2. Como resulta do que se deixou relatado, pretende a (2ª) R. “D” saber “a partir de quando são devidos juros” sobre as quantias arbitradas a título de indemnização aos AA. dos presentes autos.

Pois bem, notando-se que tal “questão” não tinha sido – expressamente – colocada em sede dos recursos para esta Instância trazidos nos presentes autos, e considerando-se que útil e adequado é proceder-se ao seu esclarecimento, vejamos.

Antes de mais, vale a pena recordar o que sobre esta matéria se considerou no Acórdão de Uniformização de Jurisprudência deste Tribunal de Última Instância de 02.03.2011, Proc. n.° 69/2010.

Ora, pronunciando-se – exactamente – sobre a questão do “Momento da constituição em mora do devedor”, consignou-se no referido veredicto o seguinte:

“A simples mora, ou seja, o mero o atraso no cumprimento da obrigação de indemnizar, constitui o devedor na obrigação de reparar os danos causados ao credor (artigo 793.º, n.º 1 do Código Civil), sendo que “O devedor considera-se constituído em mora quando, por causa que lhe seja imputável, a prestação, ainda possível, não foi efectuada no tempo devido” (artigo 793.º, n.º 2 do Código Civil).
Resta saber – e é este o fulcro da questão a resolver neste processo – quando é que se dá a constituição do devedor em mora.
A regra geral é a de que “O devedor só fica constituído em mora depois de ter sido judicial ou extrajudicialmente interpelado para cumprir” (artigo 794.º, n.º 1 do Código Civil).
Há casos, no entanto, em que a interpelação não é necessária para que o devedor fique constituído em mora e, assim, obrigado a indemnizar os danos causados por esta.
Um destes casos, em que há mora do devedor independentemente de interpelação para cumprir, é o de a obrigação provir de facto ilícito [artigo 794.º, n.º 2, alínea b) do Código Civil].
Desta norma, com origem no Direito Romano, resulta que quando a obrigação provem de facto ilícito extracontratual a mora conta-se a partir do facto ilícito1.
Contudo, mesmo que a obrigação provenha de facto ilícito, “Se o crédito for ilíquido, não há mora enquanto se não tornar líquido, salvo se a falta de liquidez for imputável ao devedor” (artigo 794.º, n.º 4 do Código Civil).
Esta regra (in illiquidis non fit mora) “é correntemente justificada pelo facto de o devedor não poder cumprir, enquanto se não apura o objecto da prestação.

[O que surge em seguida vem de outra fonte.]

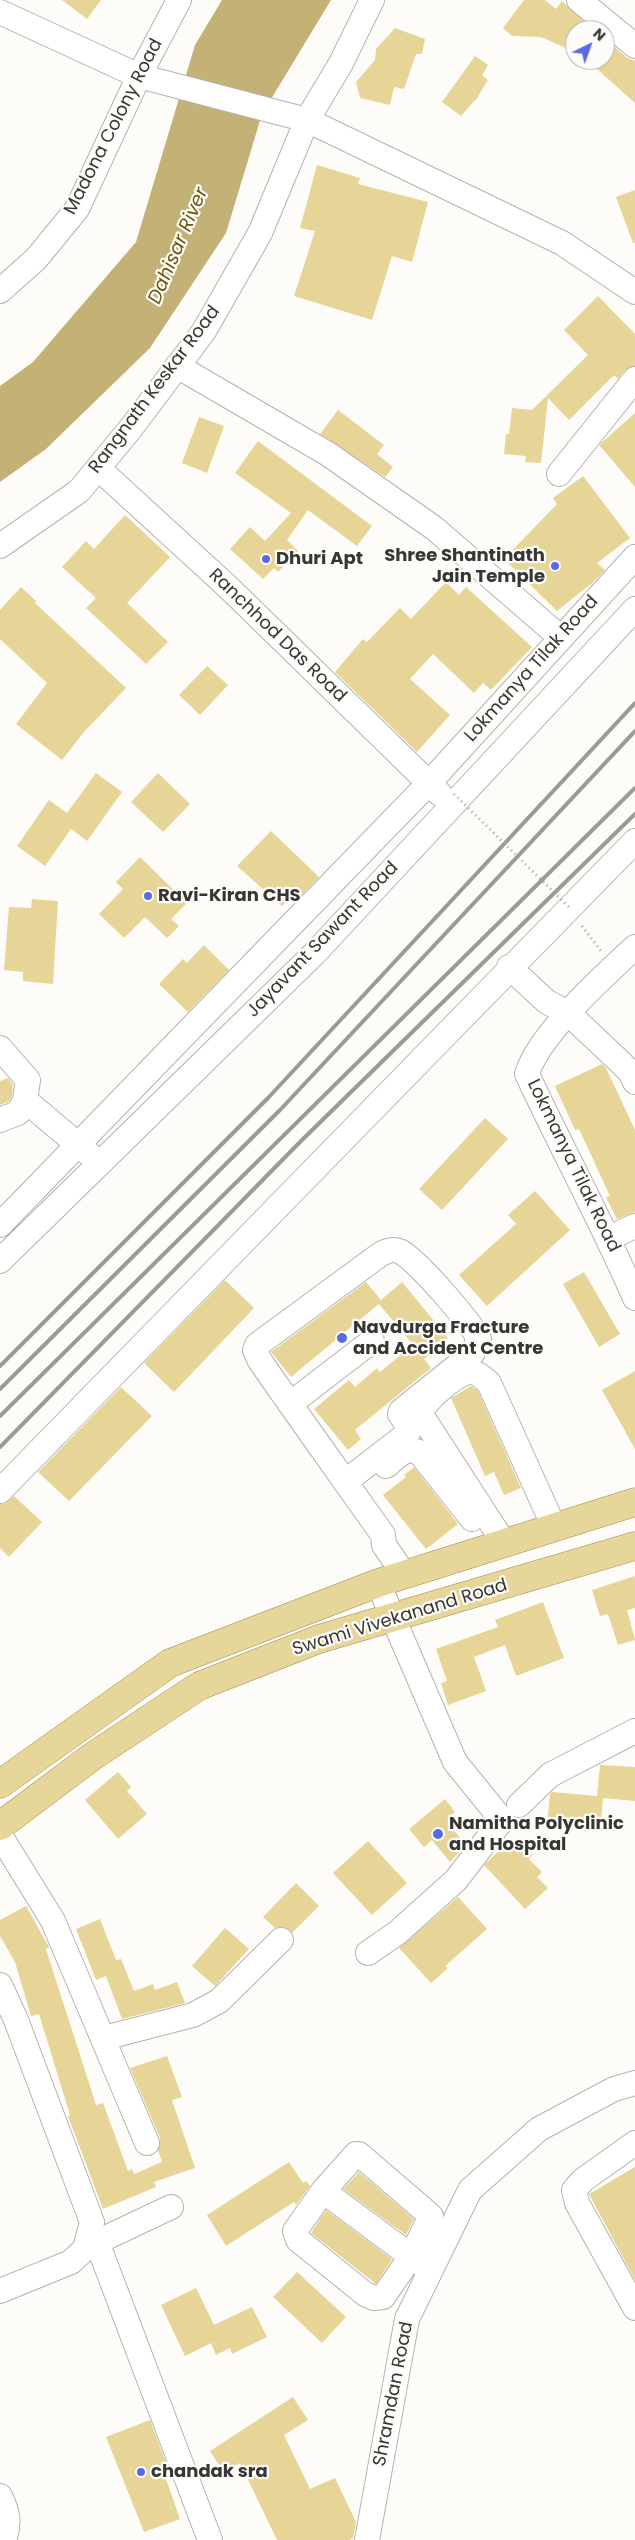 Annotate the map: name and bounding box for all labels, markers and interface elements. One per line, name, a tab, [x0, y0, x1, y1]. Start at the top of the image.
north arrow	[565, 20, 615, 70]
text: N	[589, 24, 610, 46]
street label: Madona Colony Road	[60, 35, 168, 219]
water label: Dahisar River	[144, 184, 214, 308]
street label: Rangnath Keskar Road	[85, 302, 225, 478]
place label: Shree Shantinath Jain Temple	[384, 545, 545, 588]
place label: Dhuri Apt	[276, 548, 363, 570]
marker: Dhuri Apt	[260, 553, 272, 565]
marker: Shree Shantinath Jain Temple	[549, 560, 561, 572]
street label: Ranchhod Das Road	[204, 565, 350, 707]
street label: Lokmanya Tilak Road	[461, 591, 603, 747]
street label: Jayavant Sawant Road	[243, 858, 403, 1022]
place label: Ravi-Kiran CHS	[158, 885, 301, 907]
marker: Ravi-Kiran CHS	[142, 890, 154, 902]
street label: Lokmanya Tilak Road	[522, 1076, 624, 1256]
place label: Navdurga Fracture and Accident Centre	[353, 1317, 543, 1360]
marker: Navdurga Fracture and Accident Centre	[335, 1331, 349, 1345]
street label: Swami Vivekanand Road	[290, 1575, 510, 1661]
place label: Namitha Polyclinic and Hospital	[449, 1813, 624, 1856]
marker: Namitha Polyclinic and Hospital	[431, 1827, 445, 1841]
street label: Shramdan Road	[369, 2320, 419, 2468]
place label: chandak sra	[151, 2461, 268, 2483]
marker: chandak sra	[135, 2466, 147, 2478]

É necessário, em primeiro lugar, que o obrigado saiba quanto deve”2.
Ora, conjugando este preceito com aquele outro, atrás mencionado, segundo o qual “... a indemnização em dinheiro tem como medida a diferença entre a situação patrimonial do lesado, na data mais recente que puder ser atendida pelo tribunal, e a que teria nessa data se não existissem danos” (n.º 5 do artigo 560.º do Código Civil), temos que, em caso de litígio judicial quanto ao valor dos danos, o crédito só se torna líquido quando o juiz o fixa, seja na sentença em 1.ª instância, seja na decisão em recurso, quando o valor fixado anteriormente é alterado ou quando em 1.ª instância, por uma razão ou por outra, nenhum valor foi fixado. Podendo mesmo acontecer que o devedor só entre em mora na execução, se o montante dos danos só nesta fase for liquidado (artigo 564.º, n.º 2 do Código de Processo Civil).
Embora se não considere aplicável o n.º 5 do artigo 560.º do Código Civil à fixação dos danos não patrimoniais, a solução descrita também é aplicável a estes danos, já que estes devem ser determinados no momento mais recente possível, como se disse atrás.
Relegar tal momento para a ocasião em que a decisão final transitasse em julgado seria premiar injustificadamente o lesante à custa do lesado, incentivando o uso dilatório dos meios processuais, apenas com o fim de protelar o momento de constituição em mora.
(…)”.

A final, concluiu-se que:

“A indemnização pecuniária por facto ilícito, por danos patrimoniais ou não patrimoniais, vence juros de mora a partir da data da decisão judicial que fixa o respectivo montante, nos termos dos artigos 560.º, n.º 5, 794.º, n.º 4 e 795.º, n. os 1 e 2 do Código Civil, seja sentença de 1.ª Instância ou de tribunal de recurso ou decisão na acção executiva que liquide a obrigação”.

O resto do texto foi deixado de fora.